Café com Pão

Tenha fome!

Dia desses, fui tomar café na casa de uns amigos. Chaleira no fogo, comia umas bolachas de água e sal e, em função da fome, escapou-me por várias vezes expressões como "hummm, que delícia!", até ouvir o amigo Antônio citar "a fome é o melhor tempero", o que me abriu o apetite para mastigar a questão das várias fomes no Brasil.

Em nosso país há muita fome de justiça, esperança, cultura e, claro, a fome de comida mesmo.
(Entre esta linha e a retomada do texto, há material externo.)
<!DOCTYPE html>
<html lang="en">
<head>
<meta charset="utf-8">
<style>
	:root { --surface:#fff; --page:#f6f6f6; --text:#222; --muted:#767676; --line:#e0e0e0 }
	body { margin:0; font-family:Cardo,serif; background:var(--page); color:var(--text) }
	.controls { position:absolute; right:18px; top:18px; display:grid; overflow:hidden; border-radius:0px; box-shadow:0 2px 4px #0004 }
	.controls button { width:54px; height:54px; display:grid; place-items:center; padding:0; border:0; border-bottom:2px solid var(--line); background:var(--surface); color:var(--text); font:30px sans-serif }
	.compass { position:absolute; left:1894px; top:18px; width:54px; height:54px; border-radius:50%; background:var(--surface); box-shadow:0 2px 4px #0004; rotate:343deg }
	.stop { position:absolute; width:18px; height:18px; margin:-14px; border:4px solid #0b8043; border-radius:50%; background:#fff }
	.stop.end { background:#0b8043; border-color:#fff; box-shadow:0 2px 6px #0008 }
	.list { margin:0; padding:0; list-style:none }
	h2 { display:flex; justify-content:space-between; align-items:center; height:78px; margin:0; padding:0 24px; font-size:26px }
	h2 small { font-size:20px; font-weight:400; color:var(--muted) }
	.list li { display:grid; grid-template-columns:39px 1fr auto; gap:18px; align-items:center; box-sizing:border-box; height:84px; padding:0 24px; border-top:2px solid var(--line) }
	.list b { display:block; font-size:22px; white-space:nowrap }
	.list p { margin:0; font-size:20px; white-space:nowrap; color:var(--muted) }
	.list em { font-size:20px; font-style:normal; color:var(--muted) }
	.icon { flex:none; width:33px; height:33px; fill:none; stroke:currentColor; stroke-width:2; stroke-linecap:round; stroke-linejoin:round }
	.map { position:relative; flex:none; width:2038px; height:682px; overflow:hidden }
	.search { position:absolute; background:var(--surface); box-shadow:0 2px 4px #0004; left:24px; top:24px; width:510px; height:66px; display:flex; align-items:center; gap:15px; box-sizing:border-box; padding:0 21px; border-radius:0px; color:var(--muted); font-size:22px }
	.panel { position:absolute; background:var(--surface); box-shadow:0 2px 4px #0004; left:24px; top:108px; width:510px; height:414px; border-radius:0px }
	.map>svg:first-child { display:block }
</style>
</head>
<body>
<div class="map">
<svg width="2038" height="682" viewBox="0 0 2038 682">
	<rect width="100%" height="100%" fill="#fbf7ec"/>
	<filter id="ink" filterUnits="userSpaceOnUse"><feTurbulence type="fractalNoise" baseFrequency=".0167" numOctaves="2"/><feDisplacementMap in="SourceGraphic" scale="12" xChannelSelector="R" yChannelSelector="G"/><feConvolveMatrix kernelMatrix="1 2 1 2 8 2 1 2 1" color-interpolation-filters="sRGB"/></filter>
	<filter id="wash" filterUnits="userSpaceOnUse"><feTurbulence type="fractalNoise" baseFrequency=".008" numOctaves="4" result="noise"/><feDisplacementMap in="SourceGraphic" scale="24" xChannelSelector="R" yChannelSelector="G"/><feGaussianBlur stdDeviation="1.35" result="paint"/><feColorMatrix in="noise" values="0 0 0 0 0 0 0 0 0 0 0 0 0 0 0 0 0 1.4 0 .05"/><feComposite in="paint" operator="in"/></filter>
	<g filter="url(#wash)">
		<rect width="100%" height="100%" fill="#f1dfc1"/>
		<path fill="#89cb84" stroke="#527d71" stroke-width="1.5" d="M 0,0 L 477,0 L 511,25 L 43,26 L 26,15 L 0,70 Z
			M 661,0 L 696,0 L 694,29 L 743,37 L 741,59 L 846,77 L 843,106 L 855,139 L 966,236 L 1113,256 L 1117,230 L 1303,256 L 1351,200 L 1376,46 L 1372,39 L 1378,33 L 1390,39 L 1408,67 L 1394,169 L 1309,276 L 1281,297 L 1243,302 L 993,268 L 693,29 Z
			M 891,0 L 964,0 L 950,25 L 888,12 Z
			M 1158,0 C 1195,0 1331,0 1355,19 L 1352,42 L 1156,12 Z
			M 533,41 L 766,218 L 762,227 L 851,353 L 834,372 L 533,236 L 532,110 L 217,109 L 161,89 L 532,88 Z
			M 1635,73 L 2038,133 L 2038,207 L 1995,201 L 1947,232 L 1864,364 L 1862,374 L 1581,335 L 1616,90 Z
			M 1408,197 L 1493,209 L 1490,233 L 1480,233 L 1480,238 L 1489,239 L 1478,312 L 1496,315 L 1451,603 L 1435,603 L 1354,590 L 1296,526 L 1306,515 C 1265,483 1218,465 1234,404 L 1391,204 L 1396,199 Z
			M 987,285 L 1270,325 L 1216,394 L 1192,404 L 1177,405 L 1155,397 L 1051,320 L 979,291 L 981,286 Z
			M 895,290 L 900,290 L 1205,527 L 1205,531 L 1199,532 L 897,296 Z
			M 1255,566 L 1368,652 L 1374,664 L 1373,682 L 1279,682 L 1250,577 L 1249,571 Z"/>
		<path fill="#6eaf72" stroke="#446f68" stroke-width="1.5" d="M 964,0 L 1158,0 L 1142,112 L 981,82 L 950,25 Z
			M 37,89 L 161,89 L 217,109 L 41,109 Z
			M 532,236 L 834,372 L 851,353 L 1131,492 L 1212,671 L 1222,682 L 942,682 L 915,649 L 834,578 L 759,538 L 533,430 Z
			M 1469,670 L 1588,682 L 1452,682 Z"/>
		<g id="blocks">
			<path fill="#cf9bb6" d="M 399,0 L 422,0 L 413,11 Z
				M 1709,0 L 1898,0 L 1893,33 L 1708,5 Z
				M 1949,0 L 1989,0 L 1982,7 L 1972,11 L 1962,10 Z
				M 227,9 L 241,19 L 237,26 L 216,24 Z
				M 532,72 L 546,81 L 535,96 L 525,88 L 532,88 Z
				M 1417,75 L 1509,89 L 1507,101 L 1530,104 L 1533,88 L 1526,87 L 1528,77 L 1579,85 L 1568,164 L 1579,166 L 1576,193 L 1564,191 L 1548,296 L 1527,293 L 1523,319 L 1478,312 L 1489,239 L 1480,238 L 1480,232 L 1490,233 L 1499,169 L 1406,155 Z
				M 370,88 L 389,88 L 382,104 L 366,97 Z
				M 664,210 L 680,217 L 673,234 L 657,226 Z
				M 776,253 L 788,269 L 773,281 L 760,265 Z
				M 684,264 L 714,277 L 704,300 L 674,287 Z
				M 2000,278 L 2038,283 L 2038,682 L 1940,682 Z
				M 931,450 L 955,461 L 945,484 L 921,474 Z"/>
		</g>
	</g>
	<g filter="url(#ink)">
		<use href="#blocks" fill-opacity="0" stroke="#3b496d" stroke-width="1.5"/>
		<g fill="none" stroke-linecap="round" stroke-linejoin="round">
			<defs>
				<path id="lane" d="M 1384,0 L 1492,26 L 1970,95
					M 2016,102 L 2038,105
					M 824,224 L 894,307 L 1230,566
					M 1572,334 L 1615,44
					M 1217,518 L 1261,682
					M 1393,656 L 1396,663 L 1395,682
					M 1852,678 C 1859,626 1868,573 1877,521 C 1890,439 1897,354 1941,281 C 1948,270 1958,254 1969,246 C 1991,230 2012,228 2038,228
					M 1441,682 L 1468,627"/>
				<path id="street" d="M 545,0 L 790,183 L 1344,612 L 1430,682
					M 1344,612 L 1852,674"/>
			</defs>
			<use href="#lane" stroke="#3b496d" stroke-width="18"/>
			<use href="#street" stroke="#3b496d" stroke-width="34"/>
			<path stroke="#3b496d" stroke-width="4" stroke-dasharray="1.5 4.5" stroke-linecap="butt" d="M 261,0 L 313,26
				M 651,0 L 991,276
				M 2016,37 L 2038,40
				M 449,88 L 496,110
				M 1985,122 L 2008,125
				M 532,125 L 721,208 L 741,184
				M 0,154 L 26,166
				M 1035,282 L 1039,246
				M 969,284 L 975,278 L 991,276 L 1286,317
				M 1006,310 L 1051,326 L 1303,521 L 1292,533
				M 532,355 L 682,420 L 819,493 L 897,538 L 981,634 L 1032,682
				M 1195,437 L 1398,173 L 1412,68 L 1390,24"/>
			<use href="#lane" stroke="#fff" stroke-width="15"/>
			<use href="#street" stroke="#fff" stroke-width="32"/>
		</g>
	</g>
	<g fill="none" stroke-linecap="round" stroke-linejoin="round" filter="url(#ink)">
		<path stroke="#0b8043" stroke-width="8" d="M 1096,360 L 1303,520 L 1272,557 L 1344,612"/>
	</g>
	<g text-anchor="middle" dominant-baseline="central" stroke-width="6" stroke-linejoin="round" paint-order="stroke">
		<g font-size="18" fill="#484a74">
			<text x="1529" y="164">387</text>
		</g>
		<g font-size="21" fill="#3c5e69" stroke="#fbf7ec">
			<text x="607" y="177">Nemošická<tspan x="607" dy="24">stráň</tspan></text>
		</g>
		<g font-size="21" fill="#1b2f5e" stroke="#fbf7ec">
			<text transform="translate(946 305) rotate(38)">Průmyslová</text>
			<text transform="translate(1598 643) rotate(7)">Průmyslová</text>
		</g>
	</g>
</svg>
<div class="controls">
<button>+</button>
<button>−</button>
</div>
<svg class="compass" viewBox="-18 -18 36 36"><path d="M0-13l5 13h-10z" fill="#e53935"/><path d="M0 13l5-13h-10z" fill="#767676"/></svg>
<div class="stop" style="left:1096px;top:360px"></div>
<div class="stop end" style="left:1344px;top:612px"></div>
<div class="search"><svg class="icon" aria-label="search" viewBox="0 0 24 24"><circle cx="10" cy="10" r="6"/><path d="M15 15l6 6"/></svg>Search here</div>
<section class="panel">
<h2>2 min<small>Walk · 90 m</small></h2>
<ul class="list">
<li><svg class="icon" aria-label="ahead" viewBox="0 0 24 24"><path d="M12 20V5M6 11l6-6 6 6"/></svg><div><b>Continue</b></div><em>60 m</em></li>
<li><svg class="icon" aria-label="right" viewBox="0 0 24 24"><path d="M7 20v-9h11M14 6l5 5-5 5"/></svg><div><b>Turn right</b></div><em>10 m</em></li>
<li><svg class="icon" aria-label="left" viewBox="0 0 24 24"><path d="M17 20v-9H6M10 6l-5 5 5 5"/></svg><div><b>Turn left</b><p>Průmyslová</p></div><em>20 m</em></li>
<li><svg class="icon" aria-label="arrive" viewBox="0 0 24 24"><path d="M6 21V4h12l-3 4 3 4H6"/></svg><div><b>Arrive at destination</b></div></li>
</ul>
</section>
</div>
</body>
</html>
Esta, aliás, encontrou em Betinho a definição mais condizente com nossa realidade: "a fome é um crime ético", ensinou-nos o sociólogo. A meu ver, esta fome existe não porque não possa ser resolvida, mas pelas obscuras vantagens políticas e econômicas de sua existência. Ela, meus caros, engorda o poder.

Mas há também a fome de cultura, que garante mais qualidade de vida e cidadania ao operário, ao contrário de votos a nefastos poderes. Só ela realmente alimenta nossa vida e nos permite maior comunhão para com o gosto do pão que se mastiga, do livro que se lê, do estudo que se busca, pois – lembrem Rubem Alves – saborear um alimento é sabê-lo, quanto mais consciência sobre o que a leitura representa, mais saborosa ela se torna.

Não há nenhum acaso no quadro social brasileiro: pesquisa publicada no jornal O Estado de São Paulo (09/09/03) mostra que 67% dos brasileiros são analfabetos funcionais. Para quem não sabe, analfabeto funcional é a pessoa com grandes problemas em ler, escrever e, principalmente, interpretar um texto. Parece pouco? Bom, nesse caso você potencializa ser um analfabeto funcional (não me leve a mal) e, mais perigoso ainda, o analfabeto político tão detestado por Bertold Brecht. Alimente-se!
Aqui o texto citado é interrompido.